## Exercise brief
Could you print the full listing below, keeping each line identical?

-.-.-

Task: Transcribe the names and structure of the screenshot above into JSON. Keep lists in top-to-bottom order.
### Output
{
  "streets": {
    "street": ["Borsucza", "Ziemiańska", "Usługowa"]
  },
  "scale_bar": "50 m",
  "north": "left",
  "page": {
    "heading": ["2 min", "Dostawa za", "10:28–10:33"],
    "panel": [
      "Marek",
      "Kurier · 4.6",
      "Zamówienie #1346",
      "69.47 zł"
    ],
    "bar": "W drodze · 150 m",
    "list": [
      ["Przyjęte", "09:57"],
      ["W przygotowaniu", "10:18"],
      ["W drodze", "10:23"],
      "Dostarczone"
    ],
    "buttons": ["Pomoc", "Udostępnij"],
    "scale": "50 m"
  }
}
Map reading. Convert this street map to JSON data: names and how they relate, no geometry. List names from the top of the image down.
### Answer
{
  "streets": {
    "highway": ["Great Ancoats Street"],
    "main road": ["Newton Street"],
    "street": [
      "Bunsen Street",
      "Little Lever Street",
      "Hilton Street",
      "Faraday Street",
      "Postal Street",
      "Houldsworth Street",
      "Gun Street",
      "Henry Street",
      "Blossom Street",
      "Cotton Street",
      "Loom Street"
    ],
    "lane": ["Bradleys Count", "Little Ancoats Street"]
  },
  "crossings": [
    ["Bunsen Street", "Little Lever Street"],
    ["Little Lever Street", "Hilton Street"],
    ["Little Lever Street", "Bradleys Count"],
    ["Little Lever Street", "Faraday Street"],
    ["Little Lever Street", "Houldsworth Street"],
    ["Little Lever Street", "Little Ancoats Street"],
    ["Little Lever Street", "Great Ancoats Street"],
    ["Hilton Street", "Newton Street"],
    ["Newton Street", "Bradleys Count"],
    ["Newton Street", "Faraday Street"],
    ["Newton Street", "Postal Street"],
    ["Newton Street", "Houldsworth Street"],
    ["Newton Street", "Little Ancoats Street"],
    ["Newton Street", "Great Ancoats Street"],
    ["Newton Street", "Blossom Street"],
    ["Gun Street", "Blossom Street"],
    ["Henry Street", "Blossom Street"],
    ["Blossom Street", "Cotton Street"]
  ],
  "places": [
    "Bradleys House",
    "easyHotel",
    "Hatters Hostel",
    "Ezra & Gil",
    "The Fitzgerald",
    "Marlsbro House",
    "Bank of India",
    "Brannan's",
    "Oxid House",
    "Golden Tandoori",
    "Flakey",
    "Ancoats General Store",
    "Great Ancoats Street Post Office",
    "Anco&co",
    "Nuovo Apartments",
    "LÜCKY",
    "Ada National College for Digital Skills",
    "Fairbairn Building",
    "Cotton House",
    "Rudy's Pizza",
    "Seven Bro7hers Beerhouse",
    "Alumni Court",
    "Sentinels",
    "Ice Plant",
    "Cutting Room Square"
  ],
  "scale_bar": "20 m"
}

-.-.-

## Exercise solution
Task: Transcribe the names and structure of the screenshot above into JSON. Keep lists in top-to-bottom order.
### Output
{
  "streets": {
    "street": ["Borsucza", "Ziemiańska", "Usługowa"]
  },
  "scale_bar": "50 m",
  "north": "left",
  "page": {
    "heading": ["2 min", "Dostawa za", "10:28–10:33"],
    "panel": [
      "Marek",
      "Kurier · 4.6",
      "Zamówienie #1346",
      "69.47 zł"
    ],
    "bar": "W drodze · 150 m",
    "list": [
      ["Przyjęte", "09:57"],
      ["W przygotowaniu", "10:18"],
      ["W drodze", "10:23"],
      "Dostarczone"
    ],
    "buttons": ["Pomoc", "Udostępnij"],
    "scale": "50 m"
  }
}
Map reading. Convert this street map to JSON data: names and how they relate, no geometry. List names from the top of the image down.
### Answer
{
  "streets": {
    "highway": ["Great Ancoats Street"],
    "main road": ["Newton Street"],
    "street": [
      "Bunsen Street",
      "Little Lever Street",
      "Hilton Street",
      "Faraday Street",
      "Postal Street",
      "Houldsworth Street",
      "Gun Street",
      "Henry Street",
      "Blossom Street",
      "Cotton Street",
      "Loom Street"
    ],
    "lane": ["Bradleys Count", "Little Ancoats Street"]
  },
  "crossings": [
    ["Bunsen Street", "Little Lever Street"],
    ["Little Lever Street", "Hilton Street"],
    ["Little Lever Street", "Bradleys Count"],
    ["Little Lever Street", "Faraday Street"],
    ["Little Lever Street", "Houldsworth Street"],
    ["Little Lever Street", "Little Ancoats Street"],
    ["Little Lever Street", "Great Ancoats Street"],
    ["Hilton Street", "Newton Street"],
    ["Newton Street", "Bradleys Count"],
    ["Newton Street", "Faraday Street"],
    ["Newton Street", "Postal Street"],
    ["Newton Street", "Houldsworth Street"],
    ["Newton Street", "Little Ancoats Street"],
    ["Newton Street", "Great Ancoats Street"],
    ["Newton Street", "Blossom Street"],
    ["Gun Street", "Blossom Street"],
    ["Henry Street", "Blossom Street"],
    ["Blossom Street", "Cotton Street"]
  ],
  "places": [
    "Bradleys House",
    "easyHotel",
    "Hatters Hostel",
    "Ezra & Gil",
    "The Fitzgerald",
    "Marlsbro House",
    "Bank of India",
    "Brannan's",
    "Oxid House",
    "Golden Tandoori",
    "Flakey",
    "Ancoats General Store",
    "Great Ancoats Street Post Office",
    "Anco&co",
    "Nuovo Apartments",
    "LÜCKY",
    "Ada National College for Digital Skills",
    "Fairbairn Building",
    "Cotton House",
    "Rudy's Pizza",
    "Seven Bro7hers Beerhouse",
    "Alumni Court",
    "Sentinels",
    "Ice Plant",
    "Cutting Room Square"
  ],
  "scale_bar": "20 m"
}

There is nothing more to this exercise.